Уходящий уходит — и выигрывает
Как прощаются в русском театре
В конце драмы герой — или его антагонист — исчезает. Не всегда, но часто, потому что иначе сложно изящно завершить драматическую коллизию. Собственно, это исчезновение и означает, что драма либо уже практически закончилась, либо стремительно движется к финалу. Уход героя важнее появления героя. И уход этот, объясняет Ольга Федянина, к тому же является своего рода привилегией: театральные прощания как будто бы окрашены меланхолией остающихся — им не так повезло.

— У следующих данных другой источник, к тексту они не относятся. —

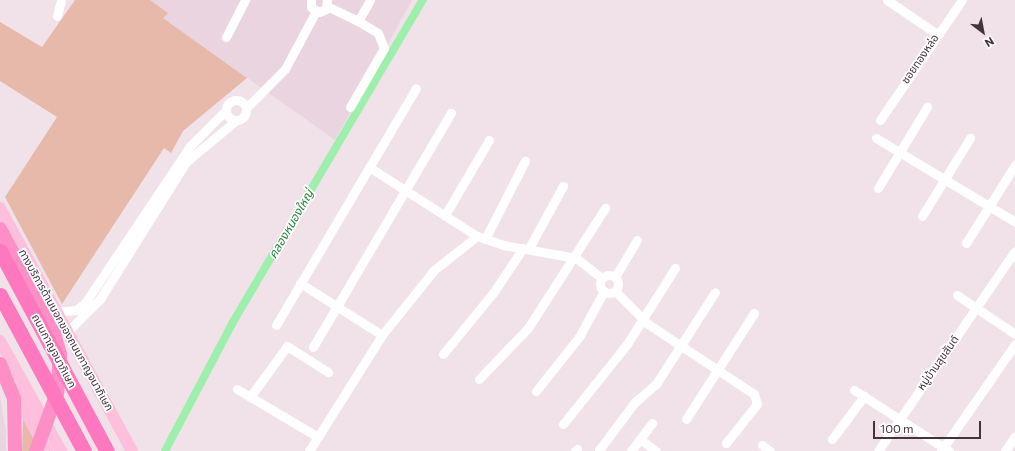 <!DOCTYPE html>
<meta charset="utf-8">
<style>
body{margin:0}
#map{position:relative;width:1015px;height:451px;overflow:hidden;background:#f1e2ea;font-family:Commissioner,"Noto Sans Thai",sans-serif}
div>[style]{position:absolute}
.residential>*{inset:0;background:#e9d4df}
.green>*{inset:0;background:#e6b9ab}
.canal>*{height:8px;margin:-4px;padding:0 4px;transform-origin:4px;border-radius:4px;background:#9eefae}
.minor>*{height:9px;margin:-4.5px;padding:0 4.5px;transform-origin:4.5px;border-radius:4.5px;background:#fff}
.minor>.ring{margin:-4.5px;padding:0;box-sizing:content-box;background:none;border:9px solid #fff;border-radius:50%}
.secondary>*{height:12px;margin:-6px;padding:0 6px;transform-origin:6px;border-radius:6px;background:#febfdc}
.primary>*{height:14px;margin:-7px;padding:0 7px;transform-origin:7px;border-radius:7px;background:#fd8fc6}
.trunk>*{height:15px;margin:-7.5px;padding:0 7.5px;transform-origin:7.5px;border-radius:7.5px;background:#fd78be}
span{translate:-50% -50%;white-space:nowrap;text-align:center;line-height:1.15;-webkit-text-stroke:3.5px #fff;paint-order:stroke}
.street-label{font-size:11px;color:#43333c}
.water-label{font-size:12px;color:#27863b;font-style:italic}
.north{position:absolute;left:963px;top:12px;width:40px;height:40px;-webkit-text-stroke:3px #fff;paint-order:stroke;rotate:148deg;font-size:11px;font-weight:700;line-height:16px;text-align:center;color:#43333c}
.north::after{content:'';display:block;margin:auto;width:14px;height:18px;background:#43333c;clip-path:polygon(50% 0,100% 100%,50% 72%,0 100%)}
.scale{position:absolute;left:873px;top:421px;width:108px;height:18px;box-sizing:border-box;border:2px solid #43333c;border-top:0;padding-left:5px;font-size:12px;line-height:14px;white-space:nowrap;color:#43333c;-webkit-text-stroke:3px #fff;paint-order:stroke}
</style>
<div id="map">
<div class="residential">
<i style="clip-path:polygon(150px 0,412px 0,335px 140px,163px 18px,167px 13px)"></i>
<i style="clip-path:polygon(0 396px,6px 431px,6px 451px,0 451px)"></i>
</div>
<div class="green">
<i style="clip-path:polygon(75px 0,150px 0,168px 13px,163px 18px,247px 78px,183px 131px,171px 153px,164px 148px,62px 304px,5px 197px,57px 117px,0 81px,0 22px,42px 47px)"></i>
<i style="clip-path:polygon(23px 416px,41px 451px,22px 451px)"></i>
</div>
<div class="canal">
<i style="left:165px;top:451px;width:146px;rotate:-62.2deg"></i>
<i style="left:233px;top:322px;width:374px;rotate:-59.5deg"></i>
</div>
<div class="minor">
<i style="left:311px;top:0;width:7px;rotate:90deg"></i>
<i style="left:311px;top:7px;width:9px;rotate:32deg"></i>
<i style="left:319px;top:12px;width:8px;rotate:-23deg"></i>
<i style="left:326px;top:9px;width:9px;rotate:-84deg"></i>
<i style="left:887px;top:0;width:60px;rotate:34.2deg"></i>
<i style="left:327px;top:6px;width:34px;rotate:26deg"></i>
<i style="left:358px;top:21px;width:24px;rotate:-60deg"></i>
<i style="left:57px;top:16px;width:16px;rotate:-76deg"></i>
<i style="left:226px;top:37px;width:42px;rotate:-62.8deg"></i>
<i class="ring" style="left:226px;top:100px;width:11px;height:11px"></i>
<i style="left:350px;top:107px;width:68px;rotate:-60deg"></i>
<i style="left:384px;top:48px;width:16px;rotate:-112deg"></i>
<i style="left:378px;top:33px;width:23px;rotate:-149deg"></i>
<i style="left:246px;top:108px;width:55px;rotate:-45deg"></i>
<i style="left:285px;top:69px;width:66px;rotate:-61.9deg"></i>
<i style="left:880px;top:120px;width:145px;rotate:-55.7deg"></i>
<i style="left:876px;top:138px;width:162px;rotate:31.1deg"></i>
<i style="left:369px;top:167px;width:128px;rotate:32.6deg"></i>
<i style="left:878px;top:188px;width:95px;rotate:-58.8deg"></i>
<i style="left:445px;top:215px;width:87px;rotate:-59.6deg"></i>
<i style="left:922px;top:216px;width:92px;rotate:-58.4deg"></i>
<i style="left:485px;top:239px;width:88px;rotate:-62.9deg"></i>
<i style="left:966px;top:243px;width:92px;rotate:-57.9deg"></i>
<i style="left:529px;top:248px;width:71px;rotate:-61.3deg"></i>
<i class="ring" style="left:600px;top:275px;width:9px;height:9px"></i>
<i style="left:615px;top:277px;width:43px;rotate:-59.3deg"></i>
<i style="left:300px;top:283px;width:97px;rotate:32.4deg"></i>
<i style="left:615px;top:291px;width:47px;rotate:45deg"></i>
<i style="left:648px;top:324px;width:127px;rotate:33.4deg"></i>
<i style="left:754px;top:394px;width:10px;rotate:73deg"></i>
<i style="left:757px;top:404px;width:50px;rotate:128.5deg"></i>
<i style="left:957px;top:295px;width:70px;rotate:33.9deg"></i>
<i style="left:56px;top:312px;width:20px;rotate:-6deg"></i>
<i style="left:76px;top:310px;width:11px;rotate:-38deg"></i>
<i style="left:85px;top:303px;width:189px;rotate:-56.2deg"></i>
<i style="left:190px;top:146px;width:51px;rotate:-45deg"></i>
<i style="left:276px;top:325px;width:275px;rotate:-59.4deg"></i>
<i style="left:67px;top:332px;width:47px;rotate:-45deg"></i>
<i style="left:100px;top:299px;width:162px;rotate:-57.9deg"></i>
<i style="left:186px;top:162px;width:64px;rotate:-39.9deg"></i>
<i style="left:313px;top:347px;width:272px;rotate:-59.5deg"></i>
<i style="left:443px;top:354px;width:79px;rotate:-50.7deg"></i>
<i style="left:493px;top:293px;width:54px;rotate:-56.3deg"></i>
<i style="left:479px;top:379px;width:71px;rotate:-46.1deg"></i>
<i style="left:528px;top:328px;width:143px;rotate:-57.3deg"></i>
<i style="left:237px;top:389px;width:94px;rotate:30.7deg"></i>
<i style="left:854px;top:390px;width:113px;rotate:32.7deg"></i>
<i style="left:536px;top:391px;width:69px;rotate:-51.5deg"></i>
<i style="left:579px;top:337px;width:52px;rotate:-61.5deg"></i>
<i style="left:250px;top:397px;width:63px;rotate:-54deg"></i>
<i style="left:287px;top:346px;width:49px;rotate:32.4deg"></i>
<i style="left:686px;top:419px;width:126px;rotate:-57.3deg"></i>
<i style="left:563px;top:424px;width:102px;rotate:-51.3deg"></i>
<i style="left:627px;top:344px;width:90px;rotate:-57.7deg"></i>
<i style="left:640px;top:439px;width:20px;rotate:37deg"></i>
<i style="left:832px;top:439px;width:54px;rotate:-53.3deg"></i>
<i style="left:762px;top:445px;width:10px;rotate:37deg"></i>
<i style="left:599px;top:450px;width:59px;rotate:-53.3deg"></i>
<i style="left:634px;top:403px;width:29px;rotate:-41deg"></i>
<i style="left:656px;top:384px;width:109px;rotate:-57.3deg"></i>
<i style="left:309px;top:451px;width:137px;rotate:-57.8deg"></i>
<i style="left:382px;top:335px;width:83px;rotate:-51.3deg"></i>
<i style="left:434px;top:270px;width:55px;rotate:-38.3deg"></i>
<i style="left:477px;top:236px;width:28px;rotate:19deg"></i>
<i style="left:503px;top:245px;width:74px;rotate:10.1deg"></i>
<i style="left:576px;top:258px;width:33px;rotate:38deg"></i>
<i style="left:575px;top:451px;width:3px;rotate:-45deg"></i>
<i style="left:631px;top:451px;width:35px;rotate:-53deg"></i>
<i style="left:878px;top:451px;width:242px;rotate:-55.6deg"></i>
<i style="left:941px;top:451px;width:130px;rotate:-55.3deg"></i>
<i style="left:1005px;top:451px;width:18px;rotate:-56deg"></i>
</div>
<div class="secondary">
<i style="left:0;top:208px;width:277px;rotate:61.5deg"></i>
<i style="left:0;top:341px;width:126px;rotate:61deg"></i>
<i style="left:13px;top:389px;width:71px;rotate:61.3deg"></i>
</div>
<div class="primary">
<i style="left:0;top:229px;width:114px;rotate:62.3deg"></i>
<i style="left:53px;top:330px;width:25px;rotate:74deg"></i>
<i style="left:60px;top:354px;width:39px;rotate:94deg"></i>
<i style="left:57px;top:393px;width:62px;rotate:109.9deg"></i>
<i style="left:0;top:364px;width:38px;rotate:68deg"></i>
<i style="left:14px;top:399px;width:52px;rotate:88.9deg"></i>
</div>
<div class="trunk">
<i style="left:0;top:251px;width:227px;rotate:61.9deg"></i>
<i style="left:0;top:295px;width:177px;rotate:61.7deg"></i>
</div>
<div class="street-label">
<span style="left:920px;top:59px;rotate:-56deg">ซอยทองหล่อ</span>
<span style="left:66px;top:330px;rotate:61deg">ทางบริการด้านนอกของถนนกาญจนาภิเษก</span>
<span style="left:54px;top:351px;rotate:62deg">ถนนกาญจนาภิเษก</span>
<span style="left:938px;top:363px;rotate:-55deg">หมู่บ้านสุขสันต์</span>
</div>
<div class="water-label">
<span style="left:291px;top:224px;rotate:-60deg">คลองหนองใหญ่</span>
</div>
<div class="north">N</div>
<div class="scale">100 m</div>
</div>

В драматургической классике встречаются протагонисты, которые появляются на сцене поздно — Хлестаков выходит на сцену только во 2-м действии «Ревизора», Тартюфа мы ждем до 3-го действия, Валленштайн, герой одноименной шиллеровской трилогии, в первой ее части вообще не успевает дойти до подмостков; есть и (редкие) герои, которые вообще на сцене не появляются — как Пушкин в булгаковских «Последних днях» или Толстой в «Русском романе» Марюса Ивашкявичюса. Но вот возможности слишком рано уйти со сцены практически не существует. Если драма может продолжаться после твоего исчезновения, то какой ты, к черту, протагонист. И уходят они, лишь предварительно обозначив свой уход прощанием. Драматические прощания бывают величественными или жалкими, бесповоротными или оставляющими простор для фантазий и интерпретаций, они могут обозначать поражение или триумф героя.
Но один мотив, который не обязательно должен звучать громко, есть в них почти всегда: тому, кто остается, хуже, чем тому, кто уходит,— тяжелее, больнее, сложнее. По крайней мере, сами персонажи ведут себя так, как будто бы возможность покинуть сцену, выйти из игры, является своего рода привилегией.
Причем совершенно неважно, из какой игры.
Например, в финале эпической исторической трагедии уходит заглавный герой пушкинского «Бориса Годунова». Уходит он, как все, вероятно, помнят, на тот свет, в середине смуты и с осознанием своей личной и исторической ответственности. Последнее его действие — прощание с сыном. При всем величественном пафосе мизансцены это одно из самых гротескных театральных прощаний. Годунов отказывается от исповеди, чтобы успеть дать юному Федору важнейшие наставления (мой сын, ты мне дороже душевного спасенья...) — о том, как ему дальше править. Сам Федор — по-человечески и породительски — не занимает его ни одной секунды, никакого дороже там на самом деле нет. Имеет значение только та власть, которая на царевича сейчас свалится. И власть сквозь этот финальный монолог Годунова проступает как страшное, жестокое бремя, поэтому его причитания над тяжкой долей сына смешаны с практическими указаниями в телеграфном стиле (Советника, во-первых, избери надежного <…> Не изменяй теченья дел. <…> Со временем и понемногу снова затягивай державные бразды <…> Будь милостив, доступен к иноземцам <…> В семье своей будь завсегда главою…).
Гротескность ситуации состоит в том, что торжественный этот монолог о власти и долге никакого значения не имеет, что если бы Годунов в этой сцене действительно прощался с сыном, а не с державой и троном, то сказать он ему должен был одно-единственное слово, дать один приказ: БЕГИ! Потому что смута на подъеме, и уже в следующей сцене она уничтожит несчастного, безликого Федора — не дав ему ни малейшего шанса хотя бы на тот величественный финал, который достался самому Борису.